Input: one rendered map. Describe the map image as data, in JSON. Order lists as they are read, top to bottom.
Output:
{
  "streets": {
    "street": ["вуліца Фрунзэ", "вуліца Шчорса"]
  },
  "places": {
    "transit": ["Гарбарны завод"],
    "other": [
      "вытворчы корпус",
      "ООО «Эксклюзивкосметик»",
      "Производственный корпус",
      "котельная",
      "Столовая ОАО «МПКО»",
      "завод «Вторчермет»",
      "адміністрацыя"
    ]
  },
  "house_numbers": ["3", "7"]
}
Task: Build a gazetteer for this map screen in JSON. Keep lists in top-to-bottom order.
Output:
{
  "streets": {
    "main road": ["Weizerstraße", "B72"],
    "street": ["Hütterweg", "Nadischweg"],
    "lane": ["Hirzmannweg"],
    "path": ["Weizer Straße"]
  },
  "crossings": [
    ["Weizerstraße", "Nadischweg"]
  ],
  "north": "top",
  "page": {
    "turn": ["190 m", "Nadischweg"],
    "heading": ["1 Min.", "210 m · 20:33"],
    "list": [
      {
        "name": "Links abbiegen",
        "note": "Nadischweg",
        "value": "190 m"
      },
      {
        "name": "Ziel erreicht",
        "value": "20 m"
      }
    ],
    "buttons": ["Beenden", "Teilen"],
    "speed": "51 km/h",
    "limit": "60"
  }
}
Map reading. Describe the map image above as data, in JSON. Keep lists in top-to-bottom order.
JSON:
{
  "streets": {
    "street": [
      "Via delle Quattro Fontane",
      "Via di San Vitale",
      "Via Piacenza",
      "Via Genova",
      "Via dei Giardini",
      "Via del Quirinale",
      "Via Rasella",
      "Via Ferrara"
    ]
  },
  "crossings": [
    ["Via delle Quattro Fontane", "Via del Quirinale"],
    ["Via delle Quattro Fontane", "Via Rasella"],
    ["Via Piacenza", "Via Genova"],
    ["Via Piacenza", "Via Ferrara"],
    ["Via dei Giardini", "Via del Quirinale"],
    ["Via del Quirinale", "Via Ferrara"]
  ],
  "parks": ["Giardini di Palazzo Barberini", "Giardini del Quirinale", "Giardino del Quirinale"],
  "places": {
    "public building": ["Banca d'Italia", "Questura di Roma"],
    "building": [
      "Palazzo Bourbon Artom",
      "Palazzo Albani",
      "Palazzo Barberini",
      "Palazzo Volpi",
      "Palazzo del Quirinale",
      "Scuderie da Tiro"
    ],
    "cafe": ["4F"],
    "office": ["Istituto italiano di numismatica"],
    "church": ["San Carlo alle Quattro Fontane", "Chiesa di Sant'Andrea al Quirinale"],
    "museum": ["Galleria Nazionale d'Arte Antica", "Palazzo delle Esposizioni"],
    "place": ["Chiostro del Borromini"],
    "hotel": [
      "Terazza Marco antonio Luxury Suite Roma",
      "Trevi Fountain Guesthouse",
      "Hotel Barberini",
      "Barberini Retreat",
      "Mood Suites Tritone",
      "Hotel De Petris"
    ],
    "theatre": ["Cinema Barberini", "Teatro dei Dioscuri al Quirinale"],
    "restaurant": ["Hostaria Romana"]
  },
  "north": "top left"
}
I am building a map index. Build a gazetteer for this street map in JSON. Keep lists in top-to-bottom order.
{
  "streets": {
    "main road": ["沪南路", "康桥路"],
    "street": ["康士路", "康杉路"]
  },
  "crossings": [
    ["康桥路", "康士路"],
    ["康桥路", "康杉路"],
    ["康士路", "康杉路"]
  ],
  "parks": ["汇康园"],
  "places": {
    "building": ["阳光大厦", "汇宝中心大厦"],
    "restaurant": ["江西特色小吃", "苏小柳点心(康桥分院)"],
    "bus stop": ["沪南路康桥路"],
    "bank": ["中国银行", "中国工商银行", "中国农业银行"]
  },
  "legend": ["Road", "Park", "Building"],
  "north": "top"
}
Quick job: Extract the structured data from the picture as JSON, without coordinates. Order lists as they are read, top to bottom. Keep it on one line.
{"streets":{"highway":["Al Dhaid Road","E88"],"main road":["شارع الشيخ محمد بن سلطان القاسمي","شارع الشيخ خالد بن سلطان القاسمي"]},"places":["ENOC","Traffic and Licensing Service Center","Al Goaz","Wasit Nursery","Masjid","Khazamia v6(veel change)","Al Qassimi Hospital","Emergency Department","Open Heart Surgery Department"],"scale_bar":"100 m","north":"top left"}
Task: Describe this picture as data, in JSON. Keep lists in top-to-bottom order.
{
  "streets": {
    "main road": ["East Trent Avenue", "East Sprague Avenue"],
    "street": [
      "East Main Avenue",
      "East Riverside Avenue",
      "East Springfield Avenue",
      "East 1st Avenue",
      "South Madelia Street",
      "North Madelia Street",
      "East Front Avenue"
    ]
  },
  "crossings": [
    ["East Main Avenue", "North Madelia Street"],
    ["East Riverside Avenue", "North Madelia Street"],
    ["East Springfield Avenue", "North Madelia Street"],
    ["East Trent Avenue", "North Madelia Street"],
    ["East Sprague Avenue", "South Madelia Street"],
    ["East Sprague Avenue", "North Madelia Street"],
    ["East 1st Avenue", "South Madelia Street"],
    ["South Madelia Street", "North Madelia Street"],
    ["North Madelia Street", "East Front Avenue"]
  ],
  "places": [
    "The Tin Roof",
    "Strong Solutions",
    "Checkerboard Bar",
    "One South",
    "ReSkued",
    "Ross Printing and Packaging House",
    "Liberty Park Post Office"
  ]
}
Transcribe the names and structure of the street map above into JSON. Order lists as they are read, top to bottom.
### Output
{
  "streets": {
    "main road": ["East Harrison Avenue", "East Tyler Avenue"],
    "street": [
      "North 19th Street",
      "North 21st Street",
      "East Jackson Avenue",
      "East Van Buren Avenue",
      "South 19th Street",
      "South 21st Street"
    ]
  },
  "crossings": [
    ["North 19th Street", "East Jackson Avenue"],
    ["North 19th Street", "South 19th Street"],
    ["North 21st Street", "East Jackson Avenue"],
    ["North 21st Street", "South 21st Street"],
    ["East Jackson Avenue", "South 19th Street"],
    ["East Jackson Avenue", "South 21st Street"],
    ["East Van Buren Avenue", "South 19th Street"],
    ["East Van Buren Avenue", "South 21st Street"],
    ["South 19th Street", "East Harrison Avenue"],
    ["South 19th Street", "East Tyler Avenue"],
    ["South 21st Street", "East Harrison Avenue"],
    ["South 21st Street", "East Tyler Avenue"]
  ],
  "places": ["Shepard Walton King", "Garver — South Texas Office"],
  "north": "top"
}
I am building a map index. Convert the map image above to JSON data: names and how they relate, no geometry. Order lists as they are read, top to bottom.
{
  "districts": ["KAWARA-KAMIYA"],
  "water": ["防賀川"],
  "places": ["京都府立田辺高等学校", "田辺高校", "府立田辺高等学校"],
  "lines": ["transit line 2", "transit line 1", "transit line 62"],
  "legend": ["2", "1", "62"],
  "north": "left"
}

-*-

__What the task requires__
Exactly as given, restate all the lines above.

__Answer box__
Input: one rendered map. Describe the map image as data, in JSON. Order lists as they are read, top to bottom.
Output:
{
  "streets": {
    "street": ["вуліца Фрунзэ", "вуліца Шчорса"]
  },
  "places": {
    "transit": ["Гарбарны завод"],
    "other": [
      "вытворчы корпус",
      "ООО «Эксклюзивкосметик»",
      "Производственный корпус",
      "котельная",
      "Столовая ОАО «МПКО»",
      "завод «Вторчермет»",
      "адміністрацыя"
    ]
  },
  "house_numbers": ["3", "7"]
}
Task: Build a gazetteer for this map screen in JSON. Keep lists in top-to-bottom order.
Output:
{
  "streets": {
    "main road": ["Weizerstraße", "B72"],
    "street": ["Hütterweg", "Nadischweg"],
    "lane": ["Hirzmannweg"],
    "path": ["Weizer Straße"]
  },
  "crossings": [
    ["Weizerstraße", "Nadischweg"]
  ],
  "north": "top",
  "page": {
    "turn": ["190 m", "Nadischweg"],
    "heading": ["1 Min.", "210 m · 20:33"],
    "list": [
      {
        "name": "Links abbiegen",
        "note": "Nadischweg",
        "value": "190 m"
      },
      {
        "name": "Ziel erreicht",
        "value": "20 m"
      }
    ],
    "buttons": ["Beenden", "Teilen"],
    "speed": "51 km/h",
    "limit": "60"
  }
}
Map reading. Describe the map image above as data, in JSON. Keep lists in top-to-bottom order.
JSON:
{
  "streets": {
    "street": [
      "Via delle Quattro Fontane",
      "Via di San Vitale",
      "Via Piacenza",
      "Via Genova",
      "Via dei Giardini",
      "Via del Quirinale",
      "Via Rasella",
      "Via Ferrara"
    ]
  },
  "crossings": [
    ["Via delle Quattro Fontane", "Via del Quirinale"],
    ["Via delle Quattro Fontane", "Via Rasella"],
    ["Via Piacenza", "Via Genova"],
    ["Via Piacenza", "Via Ferrara"],
    ["Via dei Giardini", "Via del Quirinale"],
    ["Via del Quirinale", "Via Ferrara"]
  ],
  "parks": ["Giardini di Palazzo Barberini", "Giardini del Quirinale", "Giardino del Quirinale"],
  "places": {
    "public building": ["Banca d'Italia", "Questura di Roma"],
    "building": [
      "Palazzo Bourbon Artom",
      "Palazzo Albani",
      "Palazzo Barberini",
      "Palazzo Volpi",
      "Palazzo del Quirinale",
      "Scuderie da Tiro"
    ],
    "cafe": ["4F"],
    "office": ["Istituto italiano di numismatica"],
    "church": ["San Carlo alle Quattro Fontane", "Chiesa di Sant'Andrea al Quirinale"],
    "museum": ["Galleria Nazionale d'Arte Antica", "Palazzo delle Esposizioni"],
    "place": ["Chiostro del Borromini"],
    "hotel": [
      "Terazza Marco antonio Luxury Suite Roma",
      "Trevi Fountain Guesthouse",
      "Hotel Barberini",
      "Barberini Retreat",
      "Mood Suites Tritone",
      "Hotel De Petris"
    ],
    "theatre": ["Cinema Barberini", "Teatro dei Dioscuri al Quirinale"],
    "restaurant": ["Hostaria Romana"]
  },
  "north": "top left"
}
I am building a map index. Build a gazetteer for this street map in JSON. Keep lists in top-to-bottom order.
{
  "streets": {
    "main road": ["沪南路", "康桥路"],
    "street": ["康士路", "康杉路"]
  },
  "crossings": [
    ["康桥路", "康士路"],
    ["康桥路", "康杉路"],
    ["康士路", "康杉路"]
  ],
  "parks": ["汇康园"],
  "places": {
    "building": ["阳光大厦", "汇宝中心大厦"],
    "restaurant": ["江西特色小吃", "苏小柳点心(康桥分院)"],
    "bus stop": ["沪南路康桥路"],
    "bank": ["中国银行", "中国工商银行", "中国农业银行"]
  },
  "legend": ["Road", "Park", "Building"],
  "north": "top"
}
Quick job: Extract the structured data from the picture as JSON, without coordinates. Order lists as they are read, top to bottom. Keep it on one line.
{"streets":{"highway":["Al Dhaid Road","E88"],"main road":["شارع الشيخ محمد بن سلطان القاسمي","شارع الشيخ خالد بن سلطان القاسمي"]},"places":["ENOC","Traffic and Licensing Service Center","Al Goaz","Wasit Nursery","Masjid","Khazamia v6(veel change)","Al Qassimi Hospital","Emergency Department","Open Heart Surgery Department"],"scale_bar":"100 m","north":"top left"}
Task: Describe this picture as data, in JSON. Keep lists in top-to-bottom order.
{
  "streets": {
    "main road": ["East Trent Avenue", "East Sprague Avenue"],
    "street": [
      "East Main Avenue",
      "East Riverside Avenue",
      "East Springfield Avenue",
      "East 1st Avenue",
      "South Madelia Street",
      "North Madelia Street",
      "East Front Avenue"
    ]
  },
  "crossings": [
    ["East Main Avenue", "North Madelia Street"],
    ["East Riverside Avenue", "North Madelia Street"],
    ["East Springfield Avenue", "North Madelia Street"],
    ["East Trent Avenue", "North Madelia Street"],
    ["East Sprague Avenue", "South Madelia Street"],
    ["East Sprague Avenue", "North Madelia Street"],
    ["East 1st Avenue", "South Madelia Street"],
    ["South Madelia Street", "North Madelia Street"],
    ["North Madelia Street", "East Front Avenue"]
  ],
  "places": [
    "The Tin Roof",
    "Strong Solutions",
    "Checkerboard Bar",
    "One South",
    "ReSkued",
    "Ross Printing and Packaging House",
    "Liberty Park Post Office"
  ]
}
Transcribe the names and structure of the street map above into JSON. Order lists as they are read, top to bottom.
### Output
{
  "streets": {
    "main road": ["East Harrison Avenue", "East Tyler Avenue"],
    "street": [
      "North 19th Street",
      "North 21st Street",
      "East Jackson Avenue",
      "East Van Buren Avenue",
      "South 19th Street",
      "South 21st Street"
    ]
  },
  "crossings": [
    ["North 19th Street", "East Jackson Avenue"],
    ["North 19th Street", "South 19th Street"],
    ["North 21st Street", "East Jackson Avenue"],
    ["North 21st Street", "South 21st Street"],
    ["East Jackson Avenue", "South 19th Street"],
    ["East Jackson Avenue", "South 21st Street"],
    ["East Van Buren Avenue", "South 19th Street"],
    ["East Van Buren Avenue", "South 21st Street"],
    ["South 19th Street", "East Harrison Avenue"],
    ["South 19th Street", "East Tyler Avenue"],
    ["South 21st Street", "East Harrison Avenue"],
    ["South 21st Street", "East Tyler Avenue"]
  ],
  "places": ["Shepard Walton King", "Garver — South Texas Office"],
  "north": "top"
}
I am building a map index. Convert the map image above to JSON data: names and how they relate, no geometry. Order lists as they are read, top to bottom.
{
  "districts": ["KAWARA-KAMIYA"],
  "water": ["防賀川"],
  "places": ["京都府立田辺高等学校", "田辺高校", "府立田辺高等学校"],
  "lines": ["transit line 2", "transit line 1", "transit line 62"],
  "legend": ["2", "1", "62"],
  "north": "left"
}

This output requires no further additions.